EXERCISE DESCRIPTION: Where in the listing does the word "limit" appear? Report each line that holds it.

● ● ● ● ● ● ●

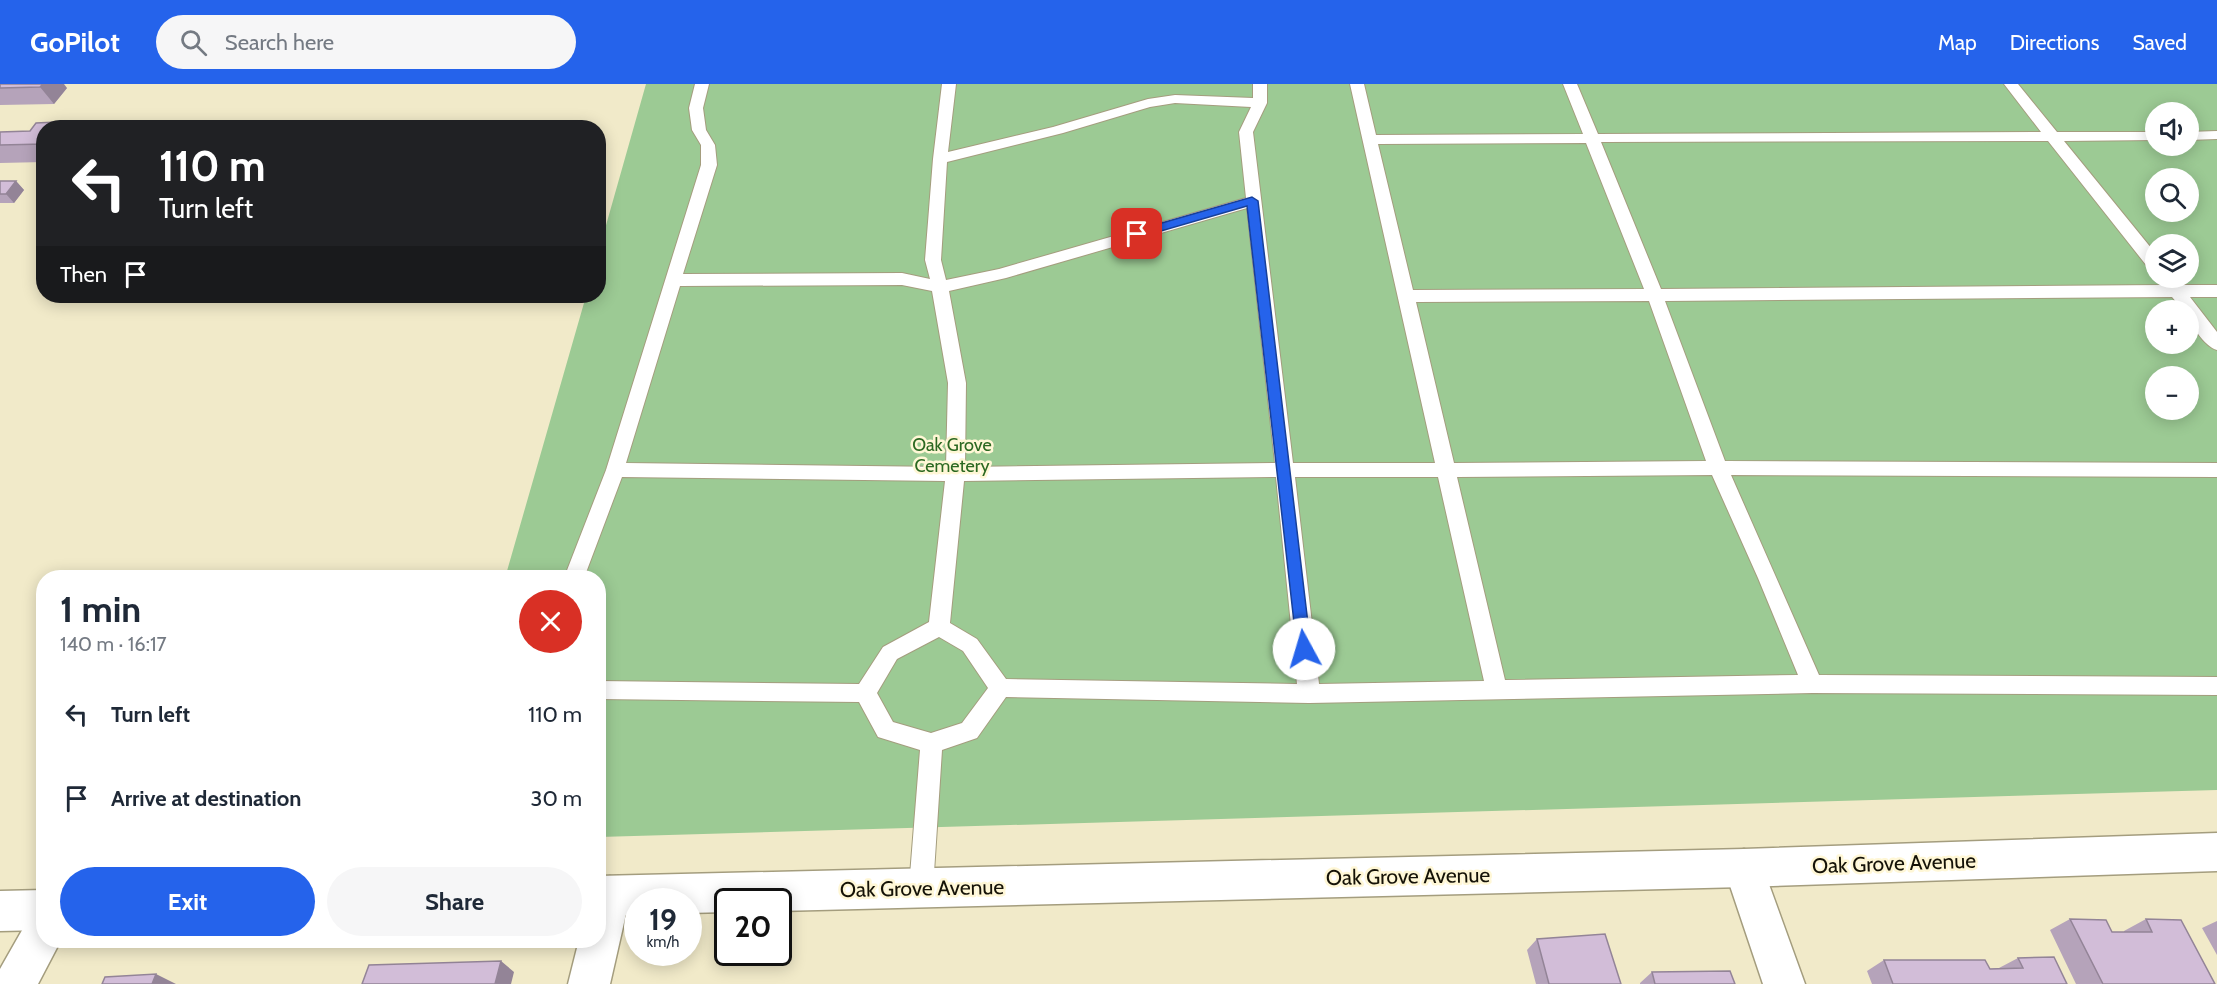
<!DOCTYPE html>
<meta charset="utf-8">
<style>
:root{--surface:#fff;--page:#f6f6f7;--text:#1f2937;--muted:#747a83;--accent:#2563eb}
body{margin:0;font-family:Cabin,sans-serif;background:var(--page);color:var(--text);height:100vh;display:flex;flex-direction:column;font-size:22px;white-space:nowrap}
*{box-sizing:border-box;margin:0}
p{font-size:20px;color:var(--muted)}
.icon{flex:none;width:33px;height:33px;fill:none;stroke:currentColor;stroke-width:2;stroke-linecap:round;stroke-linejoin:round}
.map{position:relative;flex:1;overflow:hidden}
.details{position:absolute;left:36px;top:486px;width:570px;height:378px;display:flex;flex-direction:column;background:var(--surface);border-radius:24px;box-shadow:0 3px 15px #0003}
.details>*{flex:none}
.guide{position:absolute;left:36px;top:36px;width:570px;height:183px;border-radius:24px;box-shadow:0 3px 15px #0003;background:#202124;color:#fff;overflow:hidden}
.buttons{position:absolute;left:2145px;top:18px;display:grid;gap:12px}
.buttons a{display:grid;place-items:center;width:54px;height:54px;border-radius:50%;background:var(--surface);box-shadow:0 3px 15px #0003;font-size:30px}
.speed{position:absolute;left:624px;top:804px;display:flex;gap:12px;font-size:30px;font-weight:700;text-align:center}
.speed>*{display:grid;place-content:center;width:78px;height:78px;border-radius:50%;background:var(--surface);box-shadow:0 3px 15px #0003;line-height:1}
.speed small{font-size:15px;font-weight:400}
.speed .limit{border:3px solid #111;border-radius:9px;background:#fff;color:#111}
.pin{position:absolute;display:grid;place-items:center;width:51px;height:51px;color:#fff;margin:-26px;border-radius:12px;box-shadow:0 3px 9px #0006}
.me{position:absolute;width:66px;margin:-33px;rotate:354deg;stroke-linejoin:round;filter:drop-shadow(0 0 4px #0008)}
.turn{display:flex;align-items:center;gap:21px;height:126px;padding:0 24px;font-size:27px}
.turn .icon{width:78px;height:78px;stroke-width:2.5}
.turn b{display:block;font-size:42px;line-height:51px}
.then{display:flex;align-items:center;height:57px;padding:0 24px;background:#0003;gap:12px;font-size:22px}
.round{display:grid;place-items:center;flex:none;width:63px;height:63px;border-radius:32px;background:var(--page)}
.headline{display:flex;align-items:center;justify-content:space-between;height:102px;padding:0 24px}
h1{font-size:36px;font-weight:800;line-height:45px}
.button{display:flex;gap:12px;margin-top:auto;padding:12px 24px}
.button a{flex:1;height:69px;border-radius:36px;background:var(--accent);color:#fff;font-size:24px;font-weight:800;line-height:69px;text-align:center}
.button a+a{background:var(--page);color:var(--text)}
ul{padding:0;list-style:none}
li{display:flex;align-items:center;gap:18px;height:84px;padding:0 24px}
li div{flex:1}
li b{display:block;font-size:22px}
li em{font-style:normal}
header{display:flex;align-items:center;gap:36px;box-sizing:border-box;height:84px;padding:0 30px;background:var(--accent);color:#fff}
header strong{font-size:28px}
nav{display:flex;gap:33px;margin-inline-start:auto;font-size:21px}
.search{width:420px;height:54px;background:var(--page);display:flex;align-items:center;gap:15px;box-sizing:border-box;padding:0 21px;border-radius:33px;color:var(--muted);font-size:22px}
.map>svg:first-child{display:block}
</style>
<header>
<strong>GoPilot</strong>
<div class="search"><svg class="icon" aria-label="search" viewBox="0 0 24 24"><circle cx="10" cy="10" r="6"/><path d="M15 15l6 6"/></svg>Search here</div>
<nav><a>Map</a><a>Directions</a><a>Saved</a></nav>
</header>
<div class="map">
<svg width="2217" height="900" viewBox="0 0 2217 900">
<rect width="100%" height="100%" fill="#f1eac9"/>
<path fill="#9cca94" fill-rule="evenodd" d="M646 0H2217V706L599 753 598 494H505L586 212H598L599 166ZM2156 28H2188V62H2156ZM2156 94H2188V128H2156ZM2156 160H2188V194H2156ZM2156 226H2188V260H2156ZM2156 292H2188V326H2156Z"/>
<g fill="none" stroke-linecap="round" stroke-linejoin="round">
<g stroke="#a49d7e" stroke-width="2">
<path id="service" d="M695 0H709L703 24 706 46 715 61 717 81 683 190 902 189 930 195 925 176 933 75 942 0H956L948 68 1053 43 1148 15 1175 11 1253 14V0H1267V19L1253 48 1293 379H1435L1350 0H1364L1376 51 1583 50 1563 0H1577L1598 50 2041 48 2004 0H2018L2057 48H2156V56L2064 57 2156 170V187L2150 186 2048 57 1601 58 1661 205 2162 201 2157 194H2174L2181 201H2217V213H2190L2217 248V266C2205 263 2188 239 2188 226H2183L2172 213 1665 217 1725 377 2217 379V393L1731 391 1819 591 2217 593V611L1812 609 1309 619 1006 613 977 654 942 666 933 804 929 812 921 816 913 812 909 804 920 666 878 653 859 618 598 615V597L859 600 883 563 929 538 945 397 622 393 584 494H564L606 386 701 81V61L692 46 689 24ZM1175 19 1251 23 1239 48 1246 114 999 185 946 196 941 176 947 78 1063 49 1150 23ZM1586 59 1644 205 1413 206 1378 60ZM1247 124 1275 379 965 383 966 299 949 207 1006 194ZM902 201 932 207 948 299 946 383 626 379 680 202ZM1649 217 1706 377 1454 379 1416 218ZM1712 391 1758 494 1798 591 1505 596 1457 393ZM1276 393 1297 600 1006 595 977 555 950 539 964 397ZM1295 393H1438L1484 597 1319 600ZM939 553 963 567 988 604 962 639 931 649 893 638 877 609 897 575Z
M2217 47V55L2188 56V48Z"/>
</g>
<g stroke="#a49d7e" stroke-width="3">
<path id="minor" d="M1744 765 1758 770 1805 900H1763L1724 784 1730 770Z
M610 792 624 798 630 812 610 900H568L579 856H598V797Z
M44 828V856H61L38 900H0V885L29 834Z"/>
</g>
<g stroke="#a49d7e" stroke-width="3">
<path id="tertiary" d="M2217 749V787L1744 803 778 827V818H728V828L688 829V818H638V831L598 832V792L1744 765Z
M44 806V846L0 847V807Z"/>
</g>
<use href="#service" fill="#fff" fill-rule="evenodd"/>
<use href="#minor" fill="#fff" fill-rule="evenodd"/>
<use href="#tertiary" fill="#fff" fill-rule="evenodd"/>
</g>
<path fill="#b5a3ba" d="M0 0 67 4 54 20 0 21Z
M56 38 60 44H44V78L0 79V48L30 47Z
M0 97H16L24 106 14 119H0Z
M2070 835 2112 848H2124V847L2146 835 2215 900H2076L2050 846Z
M2217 837V871L2202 844Z
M1537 855 1621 900H1536L1527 866Z
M2018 874 2067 900H1872L1867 887 1884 876 1990 885 1999 884Z
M1652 888 1735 900H1640V899Z"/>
<path fill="#938497" d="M36 0H64L67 4 54 20 40 3Z
M56 38 60 44H52Z
M16 97 24 106 14 119 6 110Z
M501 877 514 888 511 900H495Z
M156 890 176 900H152Z"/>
<path fill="#d2bdd8" stroke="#938497" stroke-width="1.5" d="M0 0H43L40 3 0 4Z
M56 38 52 44H44V60L0 61V48L30 47 36 39Z
M0 97H16L6 110H0Z
M2070 835 2106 836 2112 848H2152L2146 835 2181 836 2215 900H2103Z
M1605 850 1621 900H1549L1537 855Z
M2054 873 2067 900H1893L1884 876H1985L1990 885 2023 884 2018 874Z
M501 877 495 900H362L369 881Z
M1730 887 1735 900H1655L1652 888Z
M156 890 152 900H102L105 893Z"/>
<path fill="#2563eb" stroke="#184099" stroke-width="1.5" d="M1252 113 1258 117 1311 565 1309 569 1304 571 1299 569 1297 565 1247 122 1137 154 1132 150 1134 147Z"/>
<g text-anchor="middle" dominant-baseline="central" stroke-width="5" stroke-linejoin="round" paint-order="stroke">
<g font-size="18" fill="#2b6821" stroke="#fff7d6">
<text x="952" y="361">Oak Grove<tspan x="952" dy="21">Cemetery</tspan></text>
</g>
<g font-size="21" fill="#151207" stroke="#fff7d6">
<text transform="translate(1894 779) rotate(-2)">Oak Grove Avenue</text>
<text transform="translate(1408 792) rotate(-1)">Oak Grove Avenue</text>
<text transform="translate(922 804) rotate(-1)">Oak Grove Avenue</text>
</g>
</g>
</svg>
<div class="buttons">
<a><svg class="icon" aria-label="sound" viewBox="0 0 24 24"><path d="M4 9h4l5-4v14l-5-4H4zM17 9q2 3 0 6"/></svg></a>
<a><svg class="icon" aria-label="search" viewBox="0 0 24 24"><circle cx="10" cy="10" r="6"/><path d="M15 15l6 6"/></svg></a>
<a><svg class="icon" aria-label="layers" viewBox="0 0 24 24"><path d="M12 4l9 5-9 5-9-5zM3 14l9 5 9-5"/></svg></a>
<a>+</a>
<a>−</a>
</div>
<div class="speed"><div>19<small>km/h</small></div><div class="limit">20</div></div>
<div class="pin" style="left:1137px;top:150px;background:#d93025"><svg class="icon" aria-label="arrive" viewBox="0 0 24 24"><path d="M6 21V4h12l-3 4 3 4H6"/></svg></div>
<svg class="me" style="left:1304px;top:565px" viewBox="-20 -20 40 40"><circle r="19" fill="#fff"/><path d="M0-13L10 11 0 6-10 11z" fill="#2563eb"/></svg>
<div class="guide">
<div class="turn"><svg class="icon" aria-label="left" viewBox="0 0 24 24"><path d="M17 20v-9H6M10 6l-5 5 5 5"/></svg><div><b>110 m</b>Turn left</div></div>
<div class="then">Then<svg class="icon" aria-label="arrive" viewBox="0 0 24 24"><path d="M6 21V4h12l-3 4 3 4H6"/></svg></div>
</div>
<section class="details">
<div class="headline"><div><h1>1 min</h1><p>140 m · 16:17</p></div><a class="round" style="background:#d93025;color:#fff"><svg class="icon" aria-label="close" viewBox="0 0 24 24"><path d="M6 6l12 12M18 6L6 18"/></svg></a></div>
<ul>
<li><svg class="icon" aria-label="left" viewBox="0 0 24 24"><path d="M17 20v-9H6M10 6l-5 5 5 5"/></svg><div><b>Turn left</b></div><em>110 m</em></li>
<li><svg class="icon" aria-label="arrive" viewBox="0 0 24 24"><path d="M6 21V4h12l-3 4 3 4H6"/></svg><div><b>Arrive at destination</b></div><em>30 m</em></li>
</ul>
<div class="button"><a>Exit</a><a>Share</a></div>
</section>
</div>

● ● ● ● ● ● ●

SOLUTION TO THIS TASK:
.speed .limit{border:3px solid #111;border-radius:9px;background:#fff;color:#111}
<div class="speed"><div>19<small>km/h</small></div><div class="limit">20</div></div>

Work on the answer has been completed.